Around that time I realized that I am really sad and have a lot of weight on my shoulders. I finally started to realize what was happening to me fro so long: I was running, I was surviving, I wouldn’t let myself relax for a day, I HAD TO SURVIVE. I was getting really sad. For about 5 months I was trying to figure out and clear my head, it worked and another important event…
I opened a photography studio, just like I always wanted. While I was making my career dreams come true I was also trying to fill up a huge hole inside, find the energy to actually enjoy my life again.

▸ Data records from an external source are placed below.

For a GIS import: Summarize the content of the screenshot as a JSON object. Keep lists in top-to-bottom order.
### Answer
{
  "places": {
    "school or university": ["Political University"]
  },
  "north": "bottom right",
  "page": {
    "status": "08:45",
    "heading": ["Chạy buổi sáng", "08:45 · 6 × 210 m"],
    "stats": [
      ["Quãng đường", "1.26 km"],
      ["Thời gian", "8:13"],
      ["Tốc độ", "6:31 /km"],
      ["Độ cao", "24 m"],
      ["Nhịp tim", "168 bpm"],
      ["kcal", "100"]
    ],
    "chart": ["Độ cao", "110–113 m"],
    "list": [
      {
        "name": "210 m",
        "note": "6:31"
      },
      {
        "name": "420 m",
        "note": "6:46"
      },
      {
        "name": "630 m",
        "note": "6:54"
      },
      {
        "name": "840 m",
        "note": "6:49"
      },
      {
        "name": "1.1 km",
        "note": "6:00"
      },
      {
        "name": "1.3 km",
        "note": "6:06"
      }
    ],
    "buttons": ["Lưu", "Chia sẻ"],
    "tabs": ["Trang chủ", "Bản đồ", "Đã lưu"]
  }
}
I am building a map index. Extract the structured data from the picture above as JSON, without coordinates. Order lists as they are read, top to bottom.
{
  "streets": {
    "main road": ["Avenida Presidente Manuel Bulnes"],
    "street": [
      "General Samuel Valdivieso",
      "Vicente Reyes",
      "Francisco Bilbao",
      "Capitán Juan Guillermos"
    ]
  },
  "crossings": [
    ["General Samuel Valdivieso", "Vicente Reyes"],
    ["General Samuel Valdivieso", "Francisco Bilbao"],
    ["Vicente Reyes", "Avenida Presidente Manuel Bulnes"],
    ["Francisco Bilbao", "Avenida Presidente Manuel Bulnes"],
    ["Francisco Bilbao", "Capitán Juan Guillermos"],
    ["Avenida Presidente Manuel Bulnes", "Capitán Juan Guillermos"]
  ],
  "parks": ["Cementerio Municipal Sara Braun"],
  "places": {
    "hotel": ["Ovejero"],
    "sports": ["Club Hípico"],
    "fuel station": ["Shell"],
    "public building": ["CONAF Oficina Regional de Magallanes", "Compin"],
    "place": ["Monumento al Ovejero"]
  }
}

I started working with a physiologist, doing breathing exercises and meditation (even thought I wasn’t doing it everyday I started just putting the thought in my head), I stoped talking to my parents as I realized that I am really mad at them and now I am learning how to take the responsibility for my emotions and feelings. Today is April 16th, 2021, 2 weeks before my 23rd birthday and I am doing a lot better now than I ever did since my story started, I finally feel some loving energy, I started going to the gym everyday, I am about to open another studio and a school! I will keep you updated once another important event will happen in my life!
Thank you very much for your time and hope you are enjoying your life!